- TASK DETAILS:
Tally the lines in the listing below that contain the string "controls", and state only the total.

>>

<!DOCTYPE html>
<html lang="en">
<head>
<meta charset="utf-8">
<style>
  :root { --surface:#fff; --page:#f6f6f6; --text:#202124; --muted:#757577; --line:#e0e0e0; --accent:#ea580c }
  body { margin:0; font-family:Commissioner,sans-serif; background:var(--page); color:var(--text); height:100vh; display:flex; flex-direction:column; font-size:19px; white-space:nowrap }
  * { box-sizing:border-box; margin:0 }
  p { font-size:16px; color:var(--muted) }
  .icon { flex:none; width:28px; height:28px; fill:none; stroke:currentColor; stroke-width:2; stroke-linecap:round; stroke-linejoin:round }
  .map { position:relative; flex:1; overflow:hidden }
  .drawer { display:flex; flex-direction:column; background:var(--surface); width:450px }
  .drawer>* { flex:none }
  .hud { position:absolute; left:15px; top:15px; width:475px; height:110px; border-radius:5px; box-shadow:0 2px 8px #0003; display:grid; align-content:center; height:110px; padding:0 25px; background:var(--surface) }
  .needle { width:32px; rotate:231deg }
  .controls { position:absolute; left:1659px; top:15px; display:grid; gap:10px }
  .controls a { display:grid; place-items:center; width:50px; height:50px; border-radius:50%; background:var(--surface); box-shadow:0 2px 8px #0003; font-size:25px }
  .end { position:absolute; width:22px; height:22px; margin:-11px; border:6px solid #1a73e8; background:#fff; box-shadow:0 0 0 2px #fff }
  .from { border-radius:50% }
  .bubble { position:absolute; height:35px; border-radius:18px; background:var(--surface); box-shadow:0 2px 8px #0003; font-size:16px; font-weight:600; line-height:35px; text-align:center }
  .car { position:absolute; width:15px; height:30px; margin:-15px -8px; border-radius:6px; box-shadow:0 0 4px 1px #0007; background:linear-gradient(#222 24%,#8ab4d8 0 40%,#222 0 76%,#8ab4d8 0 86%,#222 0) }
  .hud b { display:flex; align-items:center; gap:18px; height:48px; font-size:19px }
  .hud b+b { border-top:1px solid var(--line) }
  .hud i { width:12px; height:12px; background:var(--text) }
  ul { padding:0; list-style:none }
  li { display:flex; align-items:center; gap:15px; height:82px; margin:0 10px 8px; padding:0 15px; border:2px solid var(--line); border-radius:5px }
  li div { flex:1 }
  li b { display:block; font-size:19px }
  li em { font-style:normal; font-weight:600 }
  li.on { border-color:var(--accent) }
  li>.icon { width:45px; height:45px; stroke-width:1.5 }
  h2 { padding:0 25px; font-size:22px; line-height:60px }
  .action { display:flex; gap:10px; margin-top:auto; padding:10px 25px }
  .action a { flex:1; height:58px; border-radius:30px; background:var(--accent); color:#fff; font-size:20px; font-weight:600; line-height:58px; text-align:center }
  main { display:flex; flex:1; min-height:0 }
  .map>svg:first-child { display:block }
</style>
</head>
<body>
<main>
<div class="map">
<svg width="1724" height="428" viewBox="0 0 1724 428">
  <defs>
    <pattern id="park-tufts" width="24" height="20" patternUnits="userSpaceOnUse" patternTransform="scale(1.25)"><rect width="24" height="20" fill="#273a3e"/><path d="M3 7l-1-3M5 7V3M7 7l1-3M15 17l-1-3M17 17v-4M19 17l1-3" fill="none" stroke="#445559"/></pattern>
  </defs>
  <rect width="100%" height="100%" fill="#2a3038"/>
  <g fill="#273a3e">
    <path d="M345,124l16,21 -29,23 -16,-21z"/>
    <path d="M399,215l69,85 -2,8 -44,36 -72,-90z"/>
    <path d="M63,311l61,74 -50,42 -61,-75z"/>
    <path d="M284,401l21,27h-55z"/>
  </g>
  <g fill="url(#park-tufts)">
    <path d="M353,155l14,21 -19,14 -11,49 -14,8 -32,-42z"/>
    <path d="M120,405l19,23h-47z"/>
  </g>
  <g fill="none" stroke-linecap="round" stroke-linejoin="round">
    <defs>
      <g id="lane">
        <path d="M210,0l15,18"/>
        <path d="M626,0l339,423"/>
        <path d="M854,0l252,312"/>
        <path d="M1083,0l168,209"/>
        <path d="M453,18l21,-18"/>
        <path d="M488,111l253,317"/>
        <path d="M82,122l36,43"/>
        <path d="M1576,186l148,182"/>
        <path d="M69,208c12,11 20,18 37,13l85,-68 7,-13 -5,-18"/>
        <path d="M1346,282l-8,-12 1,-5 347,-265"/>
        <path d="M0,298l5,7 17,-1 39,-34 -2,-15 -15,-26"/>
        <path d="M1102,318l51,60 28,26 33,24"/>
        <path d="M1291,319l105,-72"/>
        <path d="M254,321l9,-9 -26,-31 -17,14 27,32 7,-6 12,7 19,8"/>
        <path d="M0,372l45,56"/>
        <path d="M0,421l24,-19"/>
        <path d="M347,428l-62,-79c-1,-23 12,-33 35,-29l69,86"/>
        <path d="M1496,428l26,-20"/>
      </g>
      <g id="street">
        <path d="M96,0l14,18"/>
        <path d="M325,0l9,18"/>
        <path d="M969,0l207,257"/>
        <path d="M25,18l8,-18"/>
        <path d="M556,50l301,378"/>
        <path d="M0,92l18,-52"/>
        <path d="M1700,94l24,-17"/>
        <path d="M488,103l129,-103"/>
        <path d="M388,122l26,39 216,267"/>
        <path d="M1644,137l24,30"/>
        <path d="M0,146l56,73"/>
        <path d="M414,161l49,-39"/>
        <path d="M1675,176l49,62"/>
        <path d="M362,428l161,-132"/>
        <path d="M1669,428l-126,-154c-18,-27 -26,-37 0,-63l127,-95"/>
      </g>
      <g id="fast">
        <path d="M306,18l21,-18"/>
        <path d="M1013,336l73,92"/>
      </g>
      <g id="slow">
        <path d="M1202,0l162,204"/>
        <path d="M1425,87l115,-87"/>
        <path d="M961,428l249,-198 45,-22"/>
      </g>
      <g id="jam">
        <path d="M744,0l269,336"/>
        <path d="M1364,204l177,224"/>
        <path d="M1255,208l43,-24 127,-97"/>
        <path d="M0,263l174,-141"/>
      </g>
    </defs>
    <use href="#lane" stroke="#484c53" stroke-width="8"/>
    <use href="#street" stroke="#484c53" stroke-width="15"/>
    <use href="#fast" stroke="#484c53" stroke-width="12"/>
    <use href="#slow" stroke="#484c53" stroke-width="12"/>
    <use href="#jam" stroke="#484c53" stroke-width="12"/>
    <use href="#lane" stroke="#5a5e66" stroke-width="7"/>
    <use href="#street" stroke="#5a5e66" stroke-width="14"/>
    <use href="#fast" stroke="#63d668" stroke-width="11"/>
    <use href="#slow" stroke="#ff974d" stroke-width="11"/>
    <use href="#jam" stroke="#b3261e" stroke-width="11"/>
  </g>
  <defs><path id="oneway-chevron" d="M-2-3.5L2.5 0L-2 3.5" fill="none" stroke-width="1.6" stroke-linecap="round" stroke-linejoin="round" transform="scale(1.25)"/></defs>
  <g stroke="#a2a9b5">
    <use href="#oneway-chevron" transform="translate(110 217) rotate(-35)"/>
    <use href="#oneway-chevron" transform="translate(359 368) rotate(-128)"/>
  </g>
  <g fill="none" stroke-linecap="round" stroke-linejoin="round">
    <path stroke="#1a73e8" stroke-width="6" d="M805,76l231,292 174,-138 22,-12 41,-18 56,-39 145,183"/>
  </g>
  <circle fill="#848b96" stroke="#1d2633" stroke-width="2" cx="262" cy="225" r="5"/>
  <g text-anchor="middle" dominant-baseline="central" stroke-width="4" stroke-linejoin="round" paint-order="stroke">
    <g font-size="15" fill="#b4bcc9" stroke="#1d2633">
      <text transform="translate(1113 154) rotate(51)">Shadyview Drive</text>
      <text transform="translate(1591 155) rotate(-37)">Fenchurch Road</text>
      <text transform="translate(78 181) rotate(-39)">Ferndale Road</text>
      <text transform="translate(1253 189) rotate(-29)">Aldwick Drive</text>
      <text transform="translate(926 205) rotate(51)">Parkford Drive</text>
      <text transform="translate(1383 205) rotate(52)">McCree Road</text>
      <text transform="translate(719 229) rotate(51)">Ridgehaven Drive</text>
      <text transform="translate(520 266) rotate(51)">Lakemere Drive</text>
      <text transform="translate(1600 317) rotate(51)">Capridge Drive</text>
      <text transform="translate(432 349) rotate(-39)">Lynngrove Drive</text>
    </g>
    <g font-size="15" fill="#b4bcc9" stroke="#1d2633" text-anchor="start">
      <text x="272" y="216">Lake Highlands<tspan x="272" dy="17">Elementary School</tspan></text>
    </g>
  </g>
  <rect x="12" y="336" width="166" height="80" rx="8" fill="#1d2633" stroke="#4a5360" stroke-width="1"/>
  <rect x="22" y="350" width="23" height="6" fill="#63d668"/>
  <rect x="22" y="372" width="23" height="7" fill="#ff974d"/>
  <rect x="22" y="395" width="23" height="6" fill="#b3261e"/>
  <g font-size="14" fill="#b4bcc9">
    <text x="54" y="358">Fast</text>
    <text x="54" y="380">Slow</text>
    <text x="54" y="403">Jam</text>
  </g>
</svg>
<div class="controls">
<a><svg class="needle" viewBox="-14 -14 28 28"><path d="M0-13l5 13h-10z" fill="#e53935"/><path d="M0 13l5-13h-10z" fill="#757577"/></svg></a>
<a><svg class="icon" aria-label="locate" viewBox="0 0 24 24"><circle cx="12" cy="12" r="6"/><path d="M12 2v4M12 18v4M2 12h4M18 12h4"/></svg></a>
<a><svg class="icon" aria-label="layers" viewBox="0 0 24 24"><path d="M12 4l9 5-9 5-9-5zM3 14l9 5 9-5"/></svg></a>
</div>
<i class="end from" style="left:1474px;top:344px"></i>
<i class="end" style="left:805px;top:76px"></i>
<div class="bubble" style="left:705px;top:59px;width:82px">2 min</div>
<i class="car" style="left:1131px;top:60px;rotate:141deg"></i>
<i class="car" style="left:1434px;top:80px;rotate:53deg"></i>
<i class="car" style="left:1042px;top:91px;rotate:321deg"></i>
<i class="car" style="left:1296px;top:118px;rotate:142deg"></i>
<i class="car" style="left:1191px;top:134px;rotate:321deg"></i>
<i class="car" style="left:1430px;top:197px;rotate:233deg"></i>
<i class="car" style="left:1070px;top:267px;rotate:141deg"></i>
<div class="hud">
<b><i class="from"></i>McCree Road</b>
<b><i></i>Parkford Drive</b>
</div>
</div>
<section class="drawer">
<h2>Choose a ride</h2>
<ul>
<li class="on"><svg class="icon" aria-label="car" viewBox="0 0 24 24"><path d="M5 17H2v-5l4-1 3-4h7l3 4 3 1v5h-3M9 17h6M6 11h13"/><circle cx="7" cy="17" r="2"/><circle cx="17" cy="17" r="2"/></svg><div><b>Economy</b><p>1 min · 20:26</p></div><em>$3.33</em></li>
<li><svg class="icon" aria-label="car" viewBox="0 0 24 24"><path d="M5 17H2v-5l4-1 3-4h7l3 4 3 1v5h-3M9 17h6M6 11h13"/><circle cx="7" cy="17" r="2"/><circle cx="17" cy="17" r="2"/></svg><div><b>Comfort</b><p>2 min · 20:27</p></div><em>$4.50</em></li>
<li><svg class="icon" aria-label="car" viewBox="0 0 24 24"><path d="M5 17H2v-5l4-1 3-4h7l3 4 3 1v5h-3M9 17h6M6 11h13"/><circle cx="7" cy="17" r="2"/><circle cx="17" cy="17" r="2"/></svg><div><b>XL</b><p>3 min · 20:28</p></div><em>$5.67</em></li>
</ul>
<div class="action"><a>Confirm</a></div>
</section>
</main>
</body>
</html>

<<

- EXERCISE OUTPUT:
3